Why Flash Had to Die
The death of Flash was presaged in the very early days of the mobile revolution. The harbinger of it’s death was, of course, the late, great Steve Jobs. When Apple announced in 2010 that it’s new mobile operating system wouldn’t support Adobe’s (heretofore) ubiquitous web technology, the writing was on the wall.
The stated reasons — security, performance, energy consumption, quality control — are common knowledge to most of you, as is the ensuing fallout; but as keenly as this disruption was felt by web developers everywhere, the ramifications for digital advertising were positively seismic.

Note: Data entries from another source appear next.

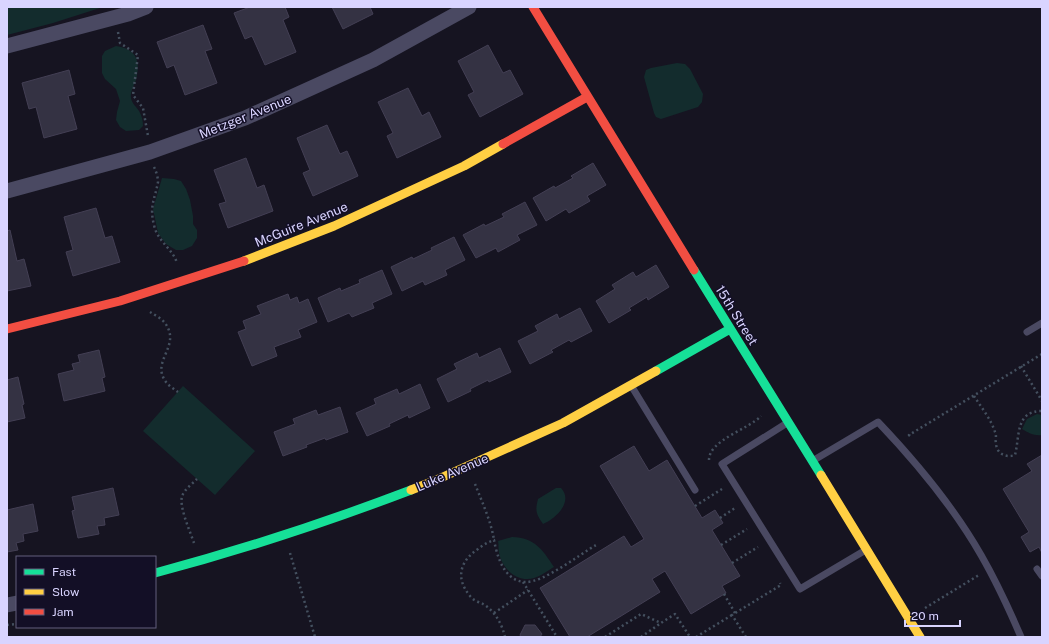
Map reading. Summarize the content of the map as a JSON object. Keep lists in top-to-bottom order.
{
  "streets": {
    "street": [
      "Metzger Avenue",
      "McGuire Avenue",
      "15th Street",
      "Luke Avenue"
    ]
  },
  "crossings": [
    ["McGuire Avenue", "15th Street"],
    ["15th Street", "Luke Avenue"]
  ],
  "legend": ["Fast", "Slow", "Jam"],
  "scale_bar": "20 m"
}
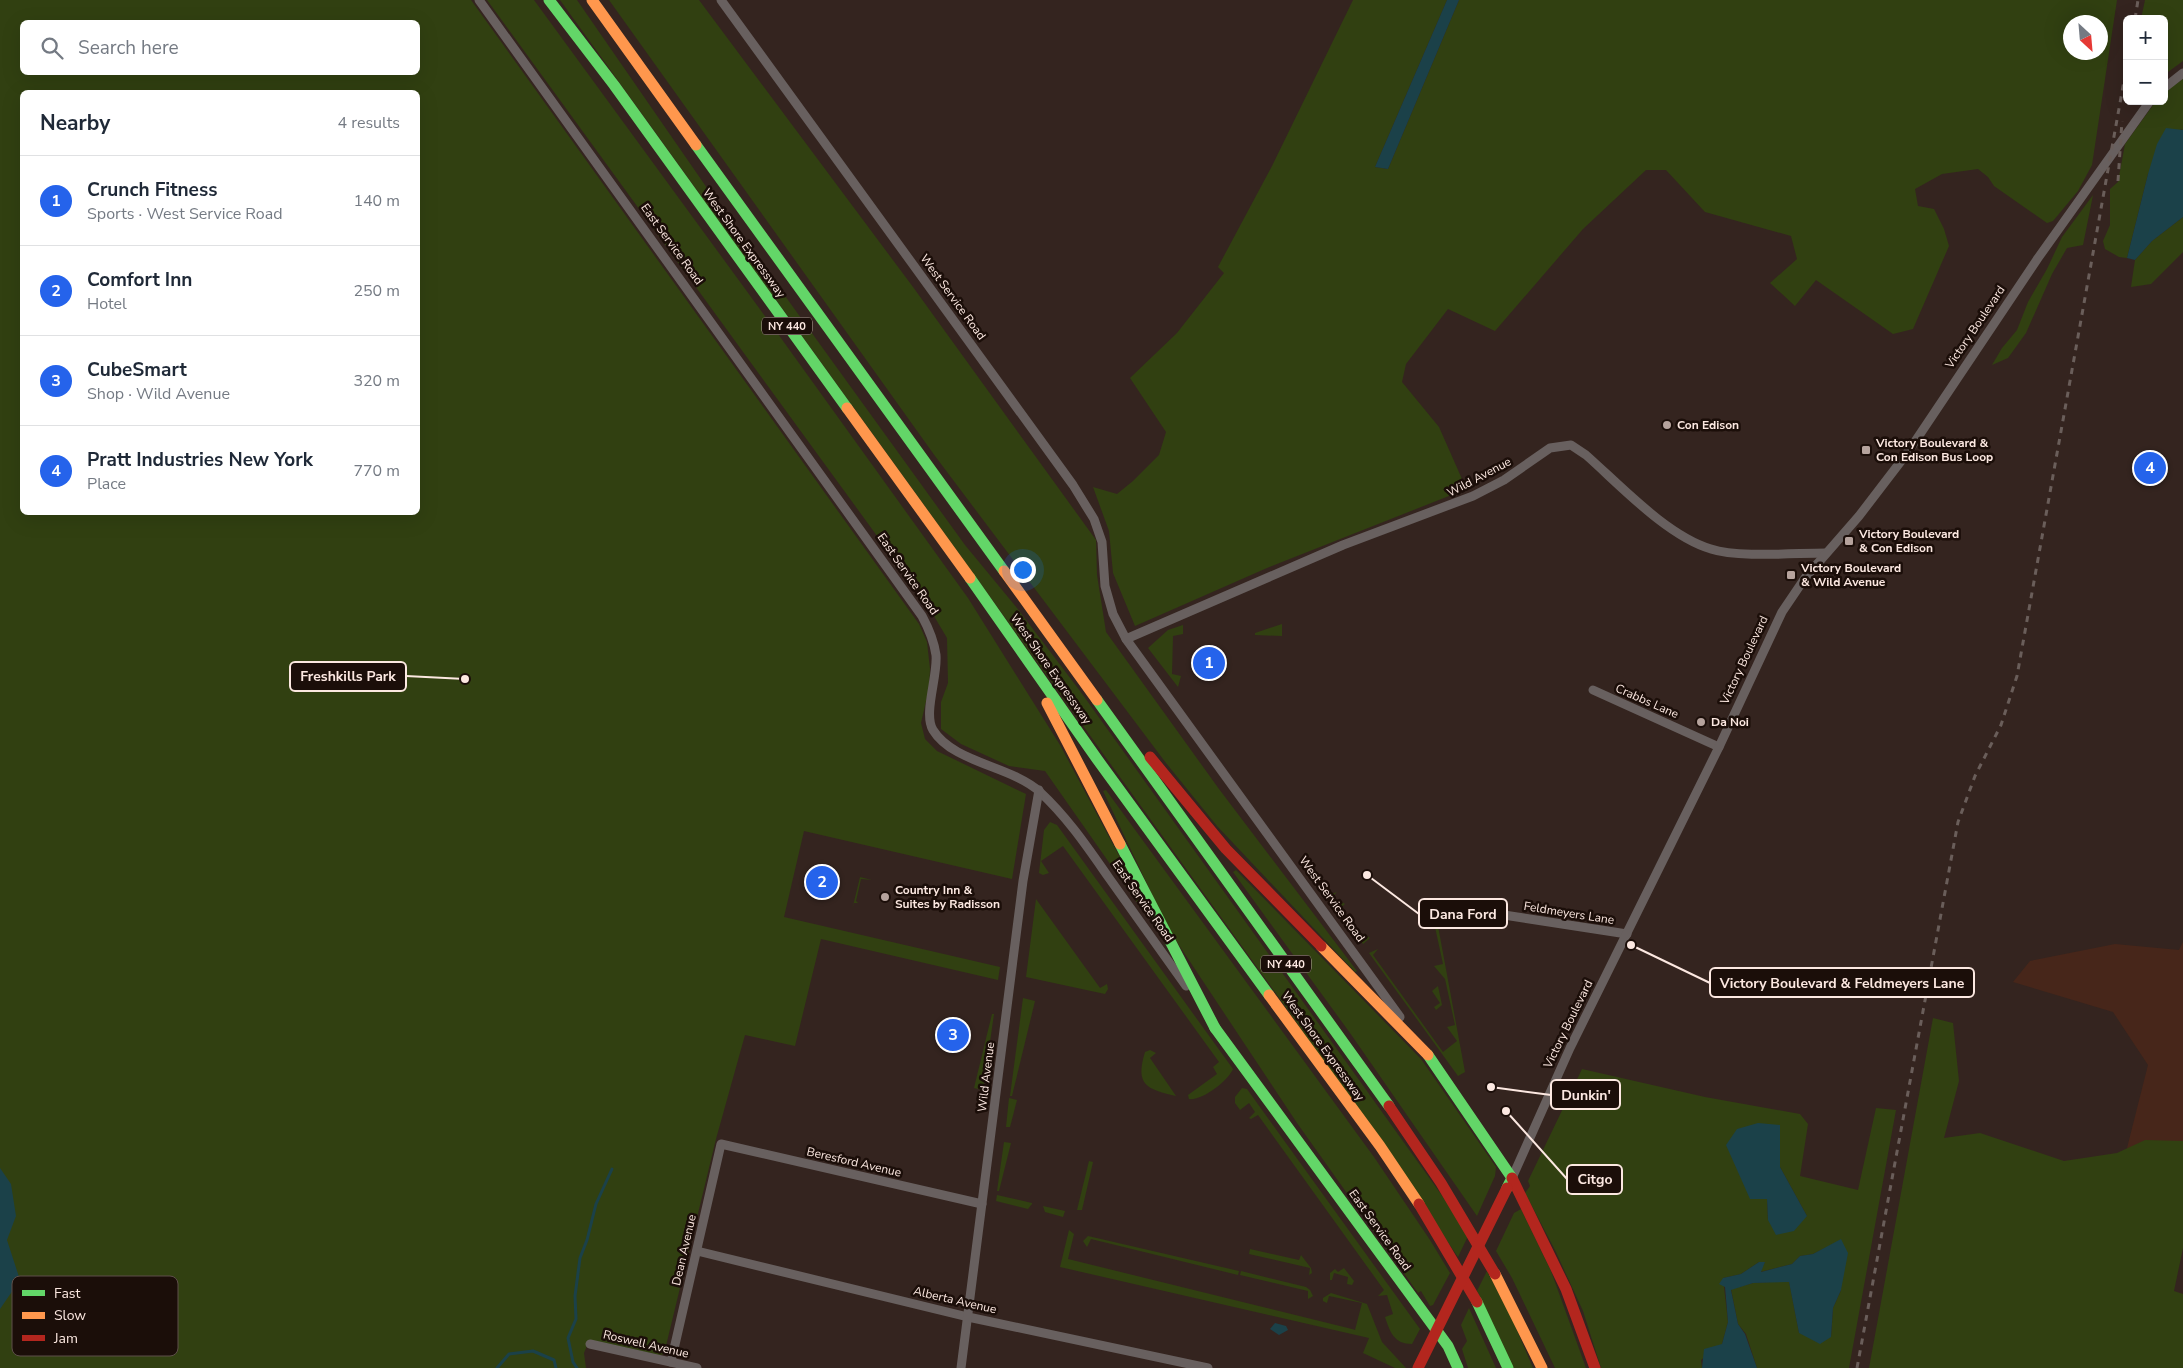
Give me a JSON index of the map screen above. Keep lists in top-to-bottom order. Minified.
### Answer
{"streets":{"main road":["West Shore Expressway","East Service Road","West Service Road","NY 440","Victory Boulevard"],"street":["Wild Avenue","Crabbs Lane","Feldmeyers Lane","Beresford Avenue","Dean Avenue","Alberta Avenue","Roswell Avenue"]},"crossings":[["East Service Road","Victory Boulevard"],["East Service Road","Wild Avenue"],["West Service Road","Victory Boulevard"],["West Service Road","Wild Avenue"],["Victory Boulevard","Wild Avenue"],["Victory Boulevard","Crabbs Lane"],["Victory Boulevard","Feldmeyers Lane"],["Wild Avenue","Beresford Avenue"],["Wild Avenue","Alberta Avenue"],["Beresford Avenue","Dean Avenue"],["Dean Avenue","Alberta Avenue"],["Dean Avenue","Roswell Avenue"]],"places":{"other":["Con Edison","Freshkills Park","Da Noi","Dana Ford","Country Inn & Suites by Radisson","Victory Boulevard & Feldmeyers Lane","Dunkin'","Citgo"],"transit":["Victory Boulevard & Con Edison Bus Loop","Victory Boulevard & Con Edison","Victory Boulevard & Wild Avenue"]},"legend":["Fast","Slow","Jam"],"north":"bottom right","page":{"map_buttons":["+","−"],"search":"Search here","heading":["Nearby","4 results"],"list":[{"mark":"1","name":"Crunch Fitness","note":"Sports · West Service Road","value":"140 m"},{"mark":"2","name":"Comfort Inn","note":"Hotel","value":"250 m"},{"mark":"3","name":"CubeSmart","note":"Shop · Wild Avenue","value":"320 m"},{"mark":"4","name":"Pratt Industries New York","note":"Place","value":"770 m"}],"pins":["4","1","2","3"]}}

To understand why, we need to define a few wonky vocabulary terms:
VPAID (Video Player Advertising Interface Definition): Officially released by the IAB in 2009, VPAID established an industry-standard API-definition to facilitate interactions between players and digital ads. Prior to the advent of VPAID, advertisers and agencies who wanted to do anything interactive in a video context needed to work with publishers to create bespoke solutions. VPAID was designed to facilitate this kind of innovation at scale.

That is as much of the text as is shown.